La méthode des préférences a été utilisée avec succès pour étudier la conservation de l'unité d'un objet partiellement caché (par exemple, un bâton placé derrière un écran dont il dépasse le bord supérieur et le bord inférieur). Le problème qui se pose est le suivant: ce bâton, dont seulement deux morceaux sont visibles, est-il perçu ou non par le nourrisson comme une unité individualisée bien qu'en partie invisible? Après familiarisation avec l'ensemble du dispositif, deux stimulus nouveaux, dont l'écran a disparu, sont présentés: le bâton entier et deux petits bâtons séparés, correspondant exactement en taille et en disposition aux seules parties visibles du bâton pendant la familiarisation. Les bébés de 4 mois regardent plus longtemps ce dernier stimulus, ce qui est considéré comme une préférence pour la nouveauté et témoigne du fait que des bébés aussi jeunes perçoivent un objet partiellement caché comme un objet entier.

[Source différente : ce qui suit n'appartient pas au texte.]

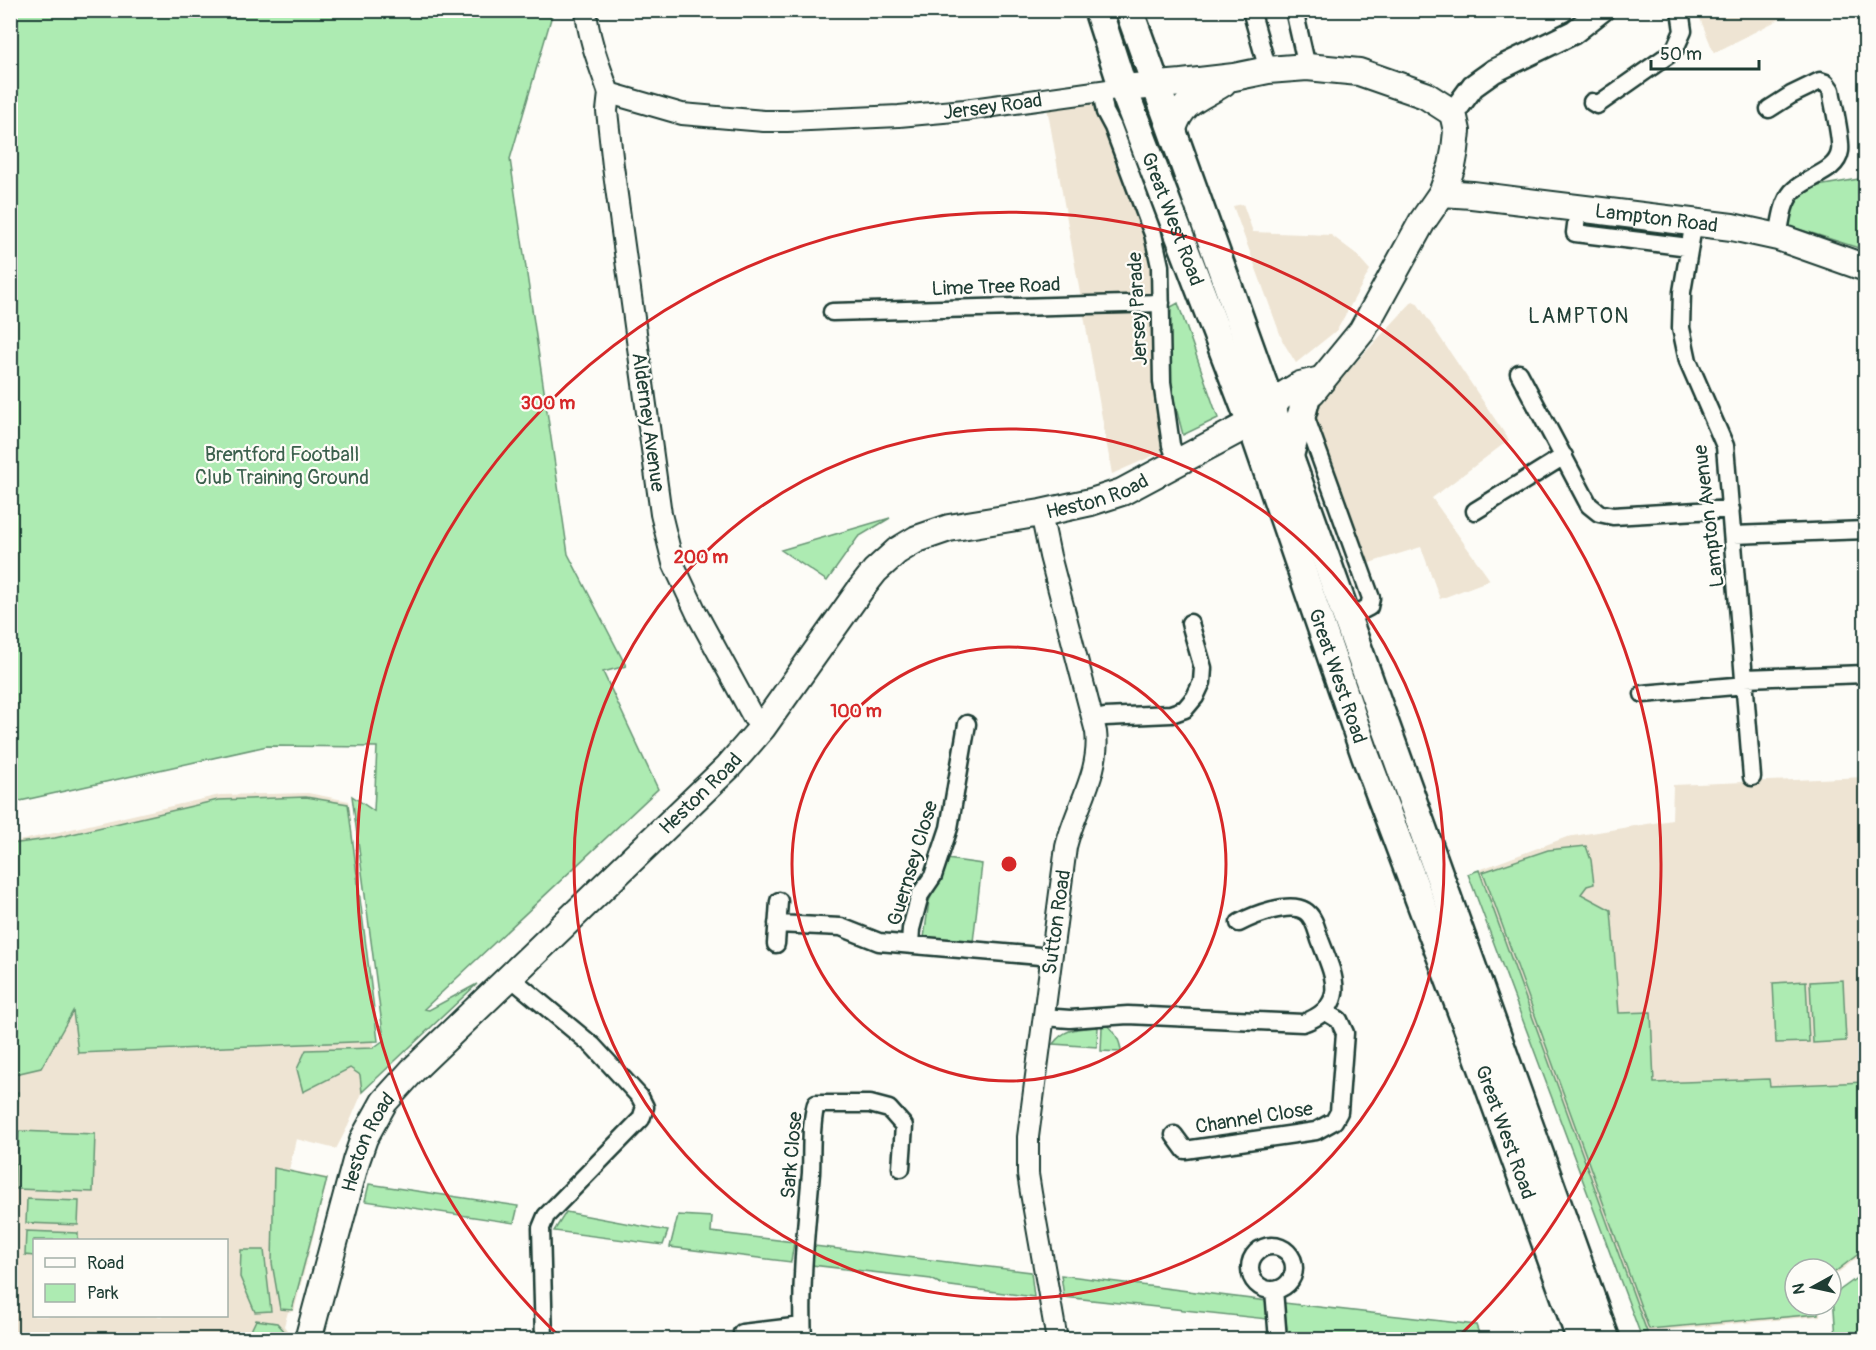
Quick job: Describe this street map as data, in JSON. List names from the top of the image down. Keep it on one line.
{"streets":{"highway":["Great West Road"],"main road":["Jersey Road","Lampton Road","Heston Road"],"street":["Lime Tree Road","Jersey Parade","Alderney Avenue","Lampton Avenue","Guernsey Close","Sutton Road","Channel Close","Sark Close"]},"crossings":[["Jersey Road","Great West Road"],["Jersey Road","Alderney Avenue"],["Lampton Road","Lampton Avenue"],["Great West Road","Jersey Parade"],["Great West Road","Heston Road"],["Lime Tree Road","Jersey Parade"],["Jersey Parade","Heston Road"],["Alderney Avenue","Heston Road"],["Heston Road","Sutton Road"],["Guernsey Close","Sutton Road"]],"districts":["LAMPTON"],"parks":["Brentford Football Club Training Ground"],"legend":["Road","Park"],"scale_bar":"50 m","north":"left","rings":["300 m","200 m","100 m"]}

La préférence et l'étude du transfert intermodal

Les recherches relatives au transfert intermodal font très souvent appel à la méthode des préférences. Voici un exemple: deux films sont projetés simultanément d'un côté et de l'autre d'un haut-parleur. Ces films représentent, l'un, un animal sautant à un rythme lent, produisant un son sourd à chaque impact, l'autre un animal bondissant à un rythme rapide accompagné d'un son bruyant. Le déroulement des films est accompagné par l'émission de la bande sonore correspondant tantôt à l'un, tantôt à l'autre des films. Ainsi, les bébés de 4 mois regardent de préférence le film correspondant à la bande sonore émise.
Il y a donc mise en relation des propriétés visibles et audibles d'une séquence d'événements et cette relation repose sur la synchronisation entre événements visuels et auditifs relatifs à un même objet.